Industrial Policy Faculty – Lovely School Of Business LPU
Learning Outcome… Understanding of… • Concept of Industrial Policy • Main objectives of industrial policy • Role & functions of Department of Industrial policy & promotion • Industrial Policy 1991
Industrial Policy • It covers rules, regulations, principles, policies, & procedures laid down by government for regulating & controlling industrial undertakings in the country. • It prescribes the respective roles of the public, private, joint, cooperative large, medium & small scale sectors for the development of industries.
Industrial Policy Contd... • It incorporates fiscal & monetary policies, tariff policy, labor policy. • It shows the government attitude not only towards external assistance but also toward public & private sectors.
Main Objectives • To maintain a sustained growth in productivity • To enhance gainful employment • To prevent undue concentration of economic power
Main Objectives • To achieve optimal utilization of human resources • To attain international competitiveness and • To transform India into a major partner and player in the global arena
Introduction of DIPP • The Department of Industrial Policy & Promotion was established in 1995 and has been reconstituted in the year 2000 with the merger of the Department of Industrial Development.
Role & Function of DIPP • Encouragement to foreign technology collaborations at enterprise level and formulating policy parameters for the same; • Administration of Industries (Development & Regulation) Act, 1951
Role & Function of DIPP • Formulation of policies relating to Intellectual Property Rights in the fields of Patents, Trademarks, Industrial Designs and Geographical Indications of Goods and administration of regulations, rules made there under
Role & Function of DIPP • Promoting industrial development of industrially backward areas and the North Eastern Region including International Co-operation for industrial partnerships and • Promotion of productivity, quality and technical cooperation.

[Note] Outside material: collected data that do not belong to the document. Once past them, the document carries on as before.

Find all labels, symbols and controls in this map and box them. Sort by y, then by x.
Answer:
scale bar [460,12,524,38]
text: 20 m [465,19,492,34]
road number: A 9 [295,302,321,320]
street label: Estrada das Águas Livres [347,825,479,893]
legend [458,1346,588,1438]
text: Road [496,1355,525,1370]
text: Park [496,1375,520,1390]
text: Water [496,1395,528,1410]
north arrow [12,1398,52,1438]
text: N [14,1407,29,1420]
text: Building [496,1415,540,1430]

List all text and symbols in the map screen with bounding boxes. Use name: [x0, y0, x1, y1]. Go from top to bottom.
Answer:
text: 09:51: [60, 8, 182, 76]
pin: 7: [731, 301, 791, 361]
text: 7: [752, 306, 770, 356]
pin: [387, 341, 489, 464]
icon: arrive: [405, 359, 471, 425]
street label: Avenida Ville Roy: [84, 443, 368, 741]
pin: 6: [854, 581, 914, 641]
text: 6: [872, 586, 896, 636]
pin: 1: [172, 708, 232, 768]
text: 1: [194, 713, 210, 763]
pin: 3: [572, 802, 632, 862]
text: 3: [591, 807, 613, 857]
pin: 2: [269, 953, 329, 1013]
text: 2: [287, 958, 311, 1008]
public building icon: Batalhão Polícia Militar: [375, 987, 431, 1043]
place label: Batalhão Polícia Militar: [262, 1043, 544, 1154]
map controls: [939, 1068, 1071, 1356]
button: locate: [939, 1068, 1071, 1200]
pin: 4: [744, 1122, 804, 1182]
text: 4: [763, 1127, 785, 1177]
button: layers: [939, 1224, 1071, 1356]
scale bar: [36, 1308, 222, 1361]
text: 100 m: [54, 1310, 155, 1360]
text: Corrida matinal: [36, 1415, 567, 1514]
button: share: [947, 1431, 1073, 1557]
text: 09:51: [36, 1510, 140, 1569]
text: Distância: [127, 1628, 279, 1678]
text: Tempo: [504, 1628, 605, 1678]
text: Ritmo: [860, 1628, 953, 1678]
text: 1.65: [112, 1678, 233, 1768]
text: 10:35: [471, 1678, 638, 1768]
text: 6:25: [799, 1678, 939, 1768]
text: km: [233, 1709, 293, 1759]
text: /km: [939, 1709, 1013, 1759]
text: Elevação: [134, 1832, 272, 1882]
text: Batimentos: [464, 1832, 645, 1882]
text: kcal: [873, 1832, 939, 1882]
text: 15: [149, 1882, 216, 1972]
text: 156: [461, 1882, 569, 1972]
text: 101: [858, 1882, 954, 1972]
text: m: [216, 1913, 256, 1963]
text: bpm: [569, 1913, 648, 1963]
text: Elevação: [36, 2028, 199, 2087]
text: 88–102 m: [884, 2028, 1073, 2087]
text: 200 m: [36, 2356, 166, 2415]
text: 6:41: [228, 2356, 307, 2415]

Industrial Policies • Industrial Policy Resolution of 1948 • Industrial Policy Resolution of 1956 • Industrial Policy Resolution of 1973 • Industrial Policy Resolution of 1977 • Industrial Policy Resolution of 1980 • The New Industrial Policy of 1991
Industrial Policy 1991 • Policy focus is on – • Deregulating Indian industry; • Allowing the industry freedom and flexibility in responding to market forces and • Providing a policy regime that facilitates and fosters growth of Indian industry.
Industrial Policy 1991 • In pursuit of the industrial objectives, Government decided to take a series of initiatives in respect of the policies relating to the following areas: • Industrial Licensing • Foreign Investment • Foreign Technology Agreements • Public Sector Policy • MRTP Act
Industrial Licensing Policy • The Industrial Policy Resolution of 1956 identified the following three categories of industries: • Those that would be reserved for development in public sector. • Those that would be permitted for development through private enterprise with or without State participation. • Those in which investment initiatives would ordinarily emanate from private entrepreneurs.
Industrial Licensing Policy • Industrial Licensing is governed by the Industries (Development & Regulation) Act, 1951. • Industrial licensing was abolished for all industries, except those specified (18 industries), irrespective of levels of investment.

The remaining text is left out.